Sunday, May 5, 2013

Nopales (prickly pear cactus pads) and Onion Saute


Do these look familiar?  They are nopales, also known as prickly pear cactus pads.  I am very familiar with seeing them on the side of the road all around the dessert that I live in.  But not in my kitchen!  These lovely and somewhat dangerous leaves (remove the spines first!!) appeared in my CSA box the other week.  I had no idea that they were edible, did you?  They said that they had a light, tart flavor like green beans and a crisp mucilaginous texture (think okra).  
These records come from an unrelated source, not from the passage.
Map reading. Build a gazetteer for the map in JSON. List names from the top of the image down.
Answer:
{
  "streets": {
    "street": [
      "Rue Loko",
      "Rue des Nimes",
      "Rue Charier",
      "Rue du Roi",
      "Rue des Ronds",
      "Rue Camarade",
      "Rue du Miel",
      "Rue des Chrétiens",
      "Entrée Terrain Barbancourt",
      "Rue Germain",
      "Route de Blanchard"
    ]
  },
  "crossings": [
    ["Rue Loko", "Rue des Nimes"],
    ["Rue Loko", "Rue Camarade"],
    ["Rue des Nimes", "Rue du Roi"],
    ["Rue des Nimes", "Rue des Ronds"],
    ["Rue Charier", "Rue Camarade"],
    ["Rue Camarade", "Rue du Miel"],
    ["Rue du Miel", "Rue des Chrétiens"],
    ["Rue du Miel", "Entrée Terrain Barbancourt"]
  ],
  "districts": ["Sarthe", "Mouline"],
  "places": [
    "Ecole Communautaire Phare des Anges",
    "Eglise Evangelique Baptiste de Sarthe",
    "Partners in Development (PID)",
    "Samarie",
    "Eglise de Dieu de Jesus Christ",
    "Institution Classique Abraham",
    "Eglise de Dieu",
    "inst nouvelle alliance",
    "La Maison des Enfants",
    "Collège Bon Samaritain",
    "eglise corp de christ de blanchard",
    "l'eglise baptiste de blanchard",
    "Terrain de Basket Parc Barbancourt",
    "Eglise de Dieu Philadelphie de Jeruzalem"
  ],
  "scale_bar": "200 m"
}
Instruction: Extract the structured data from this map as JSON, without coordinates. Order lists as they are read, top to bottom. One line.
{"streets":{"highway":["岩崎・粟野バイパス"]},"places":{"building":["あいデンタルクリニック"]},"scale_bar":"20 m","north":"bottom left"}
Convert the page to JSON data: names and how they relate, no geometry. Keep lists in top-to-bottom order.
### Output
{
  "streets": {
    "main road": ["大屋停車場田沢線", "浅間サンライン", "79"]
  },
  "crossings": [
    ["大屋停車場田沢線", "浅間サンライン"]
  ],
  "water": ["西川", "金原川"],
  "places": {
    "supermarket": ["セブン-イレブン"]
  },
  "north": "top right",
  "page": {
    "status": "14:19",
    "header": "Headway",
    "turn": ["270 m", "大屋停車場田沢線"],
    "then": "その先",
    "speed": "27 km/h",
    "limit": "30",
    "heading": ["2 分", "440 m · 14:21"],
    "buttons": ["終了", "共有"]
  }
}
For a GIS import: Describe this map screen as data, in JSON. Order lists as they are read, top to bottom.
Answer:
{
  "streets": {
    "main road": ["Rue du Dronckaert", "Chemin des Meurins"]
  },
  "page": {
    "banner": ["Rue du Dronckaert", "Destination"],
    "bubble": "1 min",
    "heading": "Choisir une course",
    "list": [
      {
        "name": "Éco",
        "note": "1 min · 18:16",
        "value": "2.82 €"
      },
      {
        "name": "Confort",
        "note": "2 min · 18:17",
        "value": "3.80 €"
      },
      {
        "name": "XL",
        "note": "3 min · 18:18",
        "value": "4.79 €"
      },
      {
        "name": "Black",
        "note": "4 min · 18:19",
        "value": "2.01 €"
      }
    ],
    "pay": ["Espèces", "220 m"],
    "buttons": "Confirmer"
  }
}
I decided to saute them with some garlic and onions.  They had such a unique flavor that I wasn't sure how to describe it.  My husband, daughter and I decided that:

nopales = green beans + lemon + okra


Nopales and Onion Saute
Ingredients
2 nopales
1 1/2 tablespoons olive oil
1/2 red onion, thinly sliced
1/2 yellow onion, thinly slice
2-4 garlic cloves, sliced or minced
Salt, to taste Pepper, to taste

Directions
1. Remove any additional spines or needles from nopales by scraping off with a knife. Cut into ½ inch pieces and set aside.
2. Heat olive oil in saute pan over medium high heat. Add onions and garlic and cook for 6 minutes, stirring occasionally.
3. Add chopped nopales and saute until nopales are slightly soft, about 3-4 minutes. Remove from heat. Season with salt and pepper and serve.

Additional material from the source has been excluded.